* Description of the task: Out of the entries that follow, copy each line containing "image".

* Exercise materials:

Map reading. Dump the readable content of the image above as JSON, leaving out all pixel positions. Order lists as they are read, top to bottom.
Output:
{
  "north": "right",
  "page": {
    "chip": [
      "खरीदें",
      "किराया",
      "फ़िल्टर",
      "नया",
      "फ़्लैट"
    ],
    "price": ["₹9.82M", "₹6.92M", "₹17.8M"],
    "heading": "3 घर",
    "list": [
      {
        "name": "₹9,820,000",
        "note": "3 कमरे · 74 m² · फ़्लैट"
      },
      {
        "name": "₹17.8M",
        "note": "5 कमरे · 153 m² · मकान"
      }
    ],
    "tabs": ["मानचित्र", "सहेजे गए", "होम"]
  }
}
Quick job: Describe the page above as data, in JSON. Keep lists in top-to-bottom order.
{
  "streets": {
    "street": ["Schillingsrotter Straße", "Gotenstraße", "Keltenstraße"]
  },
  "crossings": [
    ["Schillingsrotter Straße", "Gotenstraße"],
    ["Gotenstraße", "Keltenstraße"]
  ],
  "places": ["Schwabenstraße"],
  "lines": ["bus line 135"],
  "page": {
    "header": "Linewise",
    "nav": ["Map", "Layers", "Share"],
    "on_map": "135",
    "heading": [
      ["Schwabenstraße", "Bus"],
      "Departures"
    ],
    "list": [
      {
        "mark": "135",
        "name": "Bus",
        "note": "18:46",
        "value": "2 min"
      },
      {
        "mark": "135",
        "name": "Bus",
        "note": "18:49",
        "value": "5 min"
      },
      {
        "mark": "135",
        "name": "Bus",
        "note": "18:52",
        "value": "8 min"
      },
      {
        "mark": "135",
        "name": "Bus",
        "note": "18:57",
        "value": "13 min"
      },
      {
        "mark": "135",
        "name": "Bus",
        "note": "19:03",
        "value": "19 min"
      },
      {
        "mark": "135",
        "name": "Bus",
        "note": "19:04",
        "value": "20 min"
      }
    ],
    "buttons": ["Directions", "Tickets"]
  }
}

--

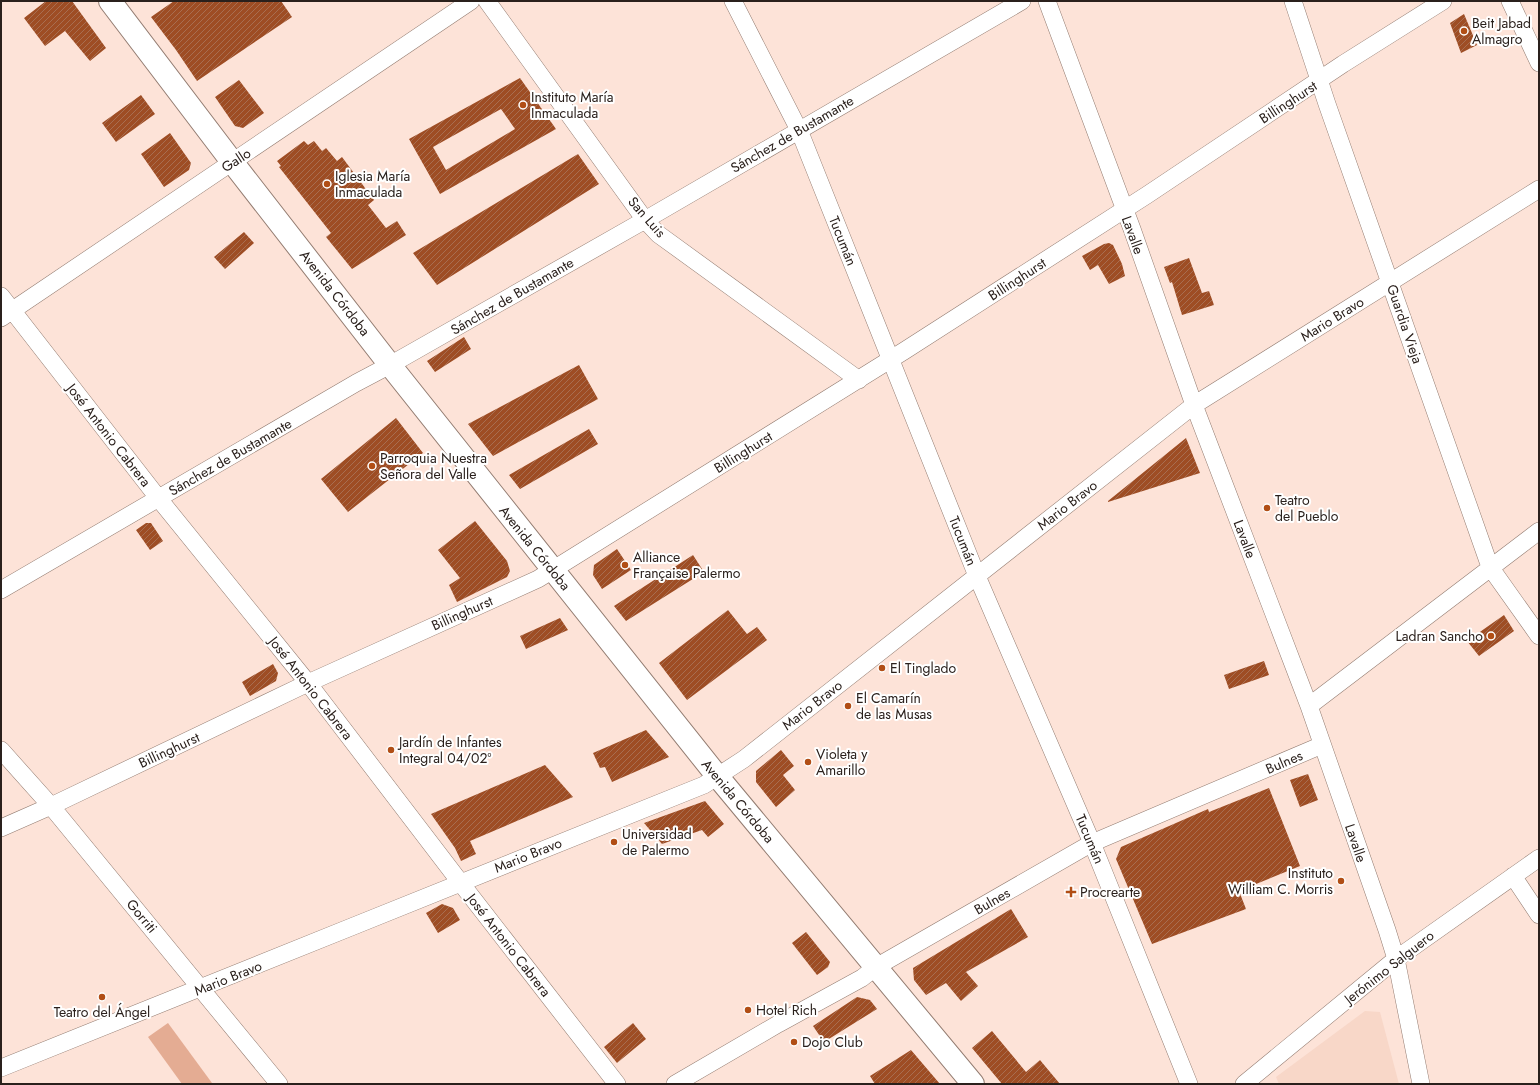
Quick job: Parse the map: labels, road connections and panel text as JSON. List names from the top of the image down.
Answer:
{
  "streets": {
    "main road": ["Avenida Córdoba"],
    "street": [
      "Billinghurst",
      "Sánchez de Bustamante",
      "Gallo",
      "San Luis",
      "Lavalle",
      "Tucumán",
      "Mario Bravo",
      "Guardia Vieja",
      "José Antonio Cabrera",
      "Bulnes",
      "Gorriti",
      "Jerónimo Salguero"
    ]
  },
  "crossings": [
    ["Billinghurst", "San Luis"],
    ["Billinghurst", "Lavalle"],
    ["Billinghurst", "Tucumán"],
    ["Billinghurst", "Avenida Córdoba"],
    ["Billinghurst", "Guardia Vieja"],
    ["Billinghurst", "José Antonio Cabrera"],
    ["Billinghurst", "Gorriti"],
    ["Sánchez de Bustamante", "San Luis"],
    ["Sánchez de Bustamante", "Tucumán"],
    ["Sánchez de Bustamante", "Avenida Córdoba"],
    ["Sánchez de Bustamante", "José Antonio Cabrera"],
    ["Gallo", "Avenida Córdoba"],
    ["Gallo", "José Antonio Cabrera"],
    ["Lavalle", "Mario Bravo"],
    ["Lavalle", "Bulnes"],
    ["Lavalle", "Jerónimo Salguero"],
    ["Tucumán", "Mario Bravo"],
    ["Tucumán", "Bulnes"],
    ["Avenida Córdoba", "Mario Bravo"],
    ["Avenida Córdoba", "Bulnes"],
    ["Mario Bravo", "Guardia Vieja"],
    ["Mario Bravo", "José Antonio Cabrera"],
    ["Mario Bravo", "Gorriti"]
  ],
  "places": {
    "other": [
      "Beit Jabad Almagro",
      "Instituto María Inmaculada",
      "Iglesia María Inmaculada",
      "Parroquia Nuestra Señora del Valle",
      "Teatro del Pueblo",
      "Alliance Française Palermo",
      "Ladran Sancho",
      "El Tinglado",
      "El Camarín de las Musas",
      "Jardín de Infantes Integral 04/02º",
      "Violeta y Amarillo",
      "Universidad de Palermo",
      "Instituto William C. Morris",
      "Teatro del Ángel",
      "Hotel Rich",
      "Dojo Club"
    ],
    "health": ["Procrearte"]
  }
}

...

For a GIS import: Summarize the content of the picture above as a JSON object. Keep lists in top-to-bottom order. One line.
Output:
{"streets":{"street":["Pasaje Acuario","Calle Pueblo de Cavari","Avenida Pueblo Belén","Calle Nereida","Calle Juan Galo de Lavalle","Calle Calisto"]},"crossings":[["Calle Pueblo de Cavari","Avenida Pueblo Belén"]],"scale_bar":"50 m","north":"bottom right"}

* Written solution:
Map reading. Dump the readable content of the image above as JSON, leaving out all pixel positions. Order lists as they are read, top to bottom.
Quick job: Parse the map: labels, road connections and panel text as JSON. List names from the top of the image down.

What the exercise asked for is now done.